(Saved entries)
..............................

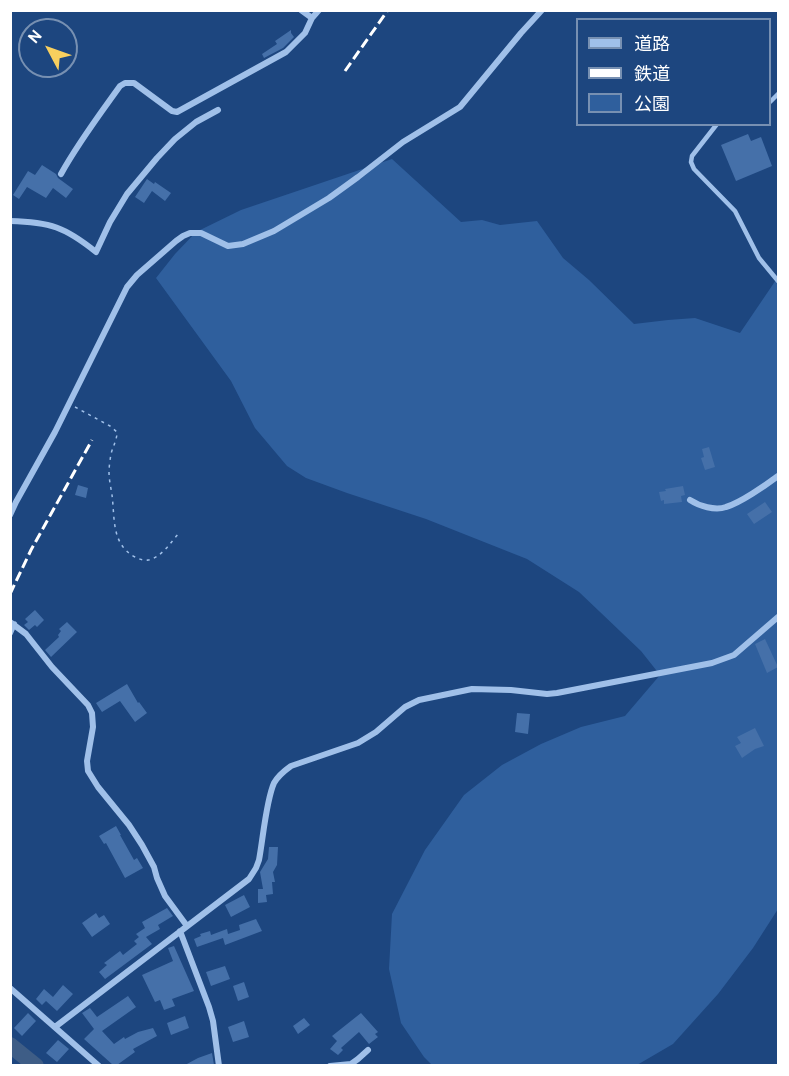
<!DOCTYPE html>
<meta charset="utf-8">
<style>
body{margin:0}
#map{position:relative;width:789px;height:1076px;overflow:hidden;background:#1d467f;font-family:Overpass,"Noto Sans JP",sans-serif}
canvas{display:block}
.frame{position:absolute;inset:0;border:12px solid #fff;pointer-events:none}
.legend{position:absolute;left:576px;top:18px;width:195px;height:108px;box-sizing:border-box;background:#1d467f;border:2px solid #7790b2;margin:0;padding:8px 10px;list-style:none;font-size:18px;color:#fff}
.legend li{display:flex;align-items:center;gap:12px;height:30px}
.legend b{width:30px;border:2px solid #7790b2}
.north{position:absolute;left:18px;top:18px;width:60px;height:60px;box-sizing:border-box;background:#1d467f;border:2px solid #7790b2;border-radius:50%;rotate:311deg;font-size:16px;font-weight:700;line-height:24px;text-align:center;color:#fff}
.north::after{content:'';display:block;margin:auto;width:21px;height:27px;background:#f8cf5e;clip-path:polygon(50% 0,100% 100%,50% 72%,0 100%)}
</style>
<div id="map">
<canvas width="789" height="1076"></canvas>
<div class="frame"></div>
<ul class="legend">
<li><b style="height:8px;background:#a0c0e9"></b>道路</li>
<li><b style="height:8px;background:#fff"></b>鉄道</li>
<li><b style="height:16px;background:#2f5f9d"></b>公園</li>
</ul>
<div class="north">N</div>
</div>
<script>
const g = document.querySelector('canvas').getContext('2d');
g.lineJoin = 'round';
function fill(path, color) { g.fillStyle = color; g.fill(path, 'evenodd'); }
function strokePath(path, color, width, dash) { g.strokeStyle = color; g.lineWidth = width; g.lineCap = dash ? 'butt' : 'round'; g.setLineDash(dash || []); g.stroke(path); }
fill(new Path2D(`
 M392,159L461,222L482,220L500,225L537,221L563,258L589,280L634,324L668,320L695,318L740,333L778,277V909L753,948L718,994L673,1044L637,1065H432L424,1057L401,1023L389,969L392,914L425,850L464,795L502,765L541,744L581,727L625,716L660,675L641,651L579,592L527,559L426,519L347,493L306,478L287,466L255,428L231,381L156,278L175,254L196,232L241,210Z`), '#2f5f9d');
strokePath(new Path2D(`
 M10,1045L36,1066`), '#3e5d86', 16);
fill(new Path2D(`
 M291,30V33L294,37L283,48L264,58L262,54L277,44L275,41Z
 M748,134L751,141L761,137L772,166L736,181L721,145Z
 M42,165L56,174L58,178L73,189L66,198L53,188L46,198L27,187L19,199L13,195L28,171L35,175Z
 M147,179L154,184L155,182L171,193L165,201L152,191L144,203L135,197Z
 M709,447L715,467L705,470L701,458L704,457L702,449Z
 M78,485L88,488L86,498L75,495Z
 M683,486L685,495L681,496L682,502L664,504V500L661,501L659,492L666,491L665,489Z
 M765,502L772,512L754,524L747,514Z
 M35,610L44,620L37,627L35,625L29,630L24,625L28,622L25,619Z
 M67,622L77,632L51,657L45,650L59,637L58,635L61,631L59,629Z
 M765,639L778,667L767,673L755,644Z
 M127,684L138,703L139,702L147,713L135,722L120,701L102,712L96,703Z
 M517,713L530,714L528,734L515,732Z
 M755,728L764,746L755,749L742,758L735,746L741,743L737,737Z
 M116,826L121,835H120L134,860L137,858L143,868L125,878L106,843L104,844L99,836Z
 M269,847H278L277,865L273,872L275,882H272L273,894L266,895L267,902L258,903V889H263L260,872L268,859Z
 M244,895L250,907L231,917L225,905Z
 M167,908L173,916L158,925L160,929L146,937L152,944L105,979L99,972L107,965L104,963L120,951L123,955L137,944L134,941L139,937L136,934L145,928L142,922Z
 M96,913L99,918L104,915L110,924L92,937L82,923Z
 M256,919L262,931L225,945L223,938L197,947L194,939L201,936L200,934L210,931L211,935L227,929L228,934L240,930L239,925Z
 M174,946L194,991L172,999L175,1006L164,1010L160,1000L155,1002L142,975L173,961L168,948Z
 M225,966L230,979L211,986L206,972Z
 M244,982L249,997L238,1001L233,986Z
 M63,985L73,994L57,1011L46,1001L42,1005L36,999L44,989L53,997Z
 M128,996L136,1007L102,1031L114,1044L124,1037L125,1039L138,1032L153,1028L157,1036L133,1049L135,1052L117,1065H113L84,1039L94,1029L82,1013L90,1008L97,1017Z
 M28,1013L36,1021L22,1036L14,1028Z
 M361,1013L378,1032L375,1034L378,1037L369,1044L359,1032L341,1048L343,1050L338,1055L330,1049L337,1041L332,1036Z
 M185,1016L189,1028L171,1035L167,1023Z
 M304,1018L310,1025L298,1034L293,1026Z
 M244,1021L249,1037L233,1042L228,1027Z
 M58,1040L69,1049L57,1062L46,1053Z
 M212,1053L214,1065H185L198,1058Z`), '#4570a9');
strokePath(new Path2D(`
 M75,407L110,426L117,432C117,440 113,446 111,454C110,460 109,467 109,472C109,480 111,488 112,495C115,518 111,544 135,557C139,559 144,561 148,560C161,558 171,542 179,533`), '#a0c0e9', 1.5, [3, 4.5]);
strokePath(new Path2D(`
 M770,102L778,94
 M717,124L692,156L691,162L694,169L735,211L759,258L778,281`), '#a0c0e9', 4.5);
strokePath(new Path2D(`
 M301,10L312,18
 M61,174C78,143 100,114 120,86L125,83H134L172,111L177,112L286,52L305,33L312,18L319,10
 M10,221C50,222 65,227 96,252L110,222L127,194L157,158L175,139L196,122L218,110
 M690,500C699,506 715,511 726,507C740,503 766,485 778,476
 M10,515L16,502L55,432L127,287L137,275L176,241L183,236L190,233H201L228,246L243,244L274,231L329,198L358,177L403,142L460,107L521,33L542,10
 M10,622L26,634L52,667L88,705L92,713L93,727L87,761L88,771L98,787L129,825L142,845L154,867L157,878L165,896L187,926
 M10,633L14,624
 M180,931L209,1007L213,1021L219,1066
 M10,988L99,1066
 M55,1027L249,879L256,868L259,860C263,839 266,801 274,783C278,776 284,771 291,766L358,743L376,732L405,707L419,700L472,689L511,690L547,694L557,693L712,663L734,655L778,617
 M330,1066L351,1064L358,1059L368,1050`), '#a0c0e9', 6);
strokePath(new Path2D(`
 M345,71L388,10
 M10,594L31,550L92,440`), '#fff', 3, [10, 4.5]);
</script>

..............................

Can you repeat, word for word, every line above from the one containing "function fill(path, color)" down to the one containing "M244,895L250,907L231,917L225,905Z", including both?

function fill(path, color) { g.fillStyle = color; g.fill(path, 'evenodd'); }
function strokePath(path, color, width, dash) { g.strokeStyle = color; g.lineWidth = width; g.lineCap = dash ? 'butt' : 'round'; g.setLineDash(dash || []); g.stroke(path); }
fill(new Path2D(`
 M392,159L461,222L482,220L500,225L537,221L563,258L589,280L634,324L668,320L695,318L740,333L778,277V909L753,948L718,994L673,1044L637,1065H432L424,1057L401,1023L389,969L392,914L425,850L464,795L502,765L541,744L581,727L625,716L660,675L641,651L579,592L527,559L426,519L347,493L306,478L287,466L255,428L231,381L156,278L175,254L196,232L241,210Z`), '#2f5f9d');
strokePath(new Path2D(`
 M10,1045L36,1066`), '#3e5d86', 16);
fill(new Path2D(`
 M291,30V33L294,37L283,48L264,58L262,54L277,44L275,41Z
 M748,134L751,141L761,137L772,166L736,181L721,145Z
 M42,165L56,174L58,178L73,189L66,198L53,188L46,198L27,187L19,199L13,195L28,171L35,175Z
 M147,179L154,184L155,182L171,193L165,201L152,191L144,203L135,197Z
 M709,447L715,467L705,470L701,458L704,457L702,449Z
 M78,485L88,488L86,498L75,495Z
 M683,486L685,495L681,496L682,502L664,504V500L661,501L659,492L666,491L665,489Z
 M765,502L772,512L754,524L747,514Z
 M35,610L44,620L37,627L35,625L29,630L24,625L28,622L25,619Z
 M67,622L77,632L51,657L45,650L59,637L58,635L61,631L59,629Z
 M765,639L778,667L767,673L755,644Z
 M127,684L138,703L139,702L147,713L135,722L120,701L102,712L96,703Z
 M517,713L530,714L528,734L515,732Z
 M755,728L764,746L755,749L742,758L735,746L741,743L737,737Z
 M116,826L121,835H120L134,860L137,858L143,868L125,878L106,843L104,844L99,836Z
 M269,847H278L277,865L273,872L275,882H272L273,894L266,895L267,902L258,903V889H263L260,872L268,859Z
 M244,895L250,907L231,917L225,905Z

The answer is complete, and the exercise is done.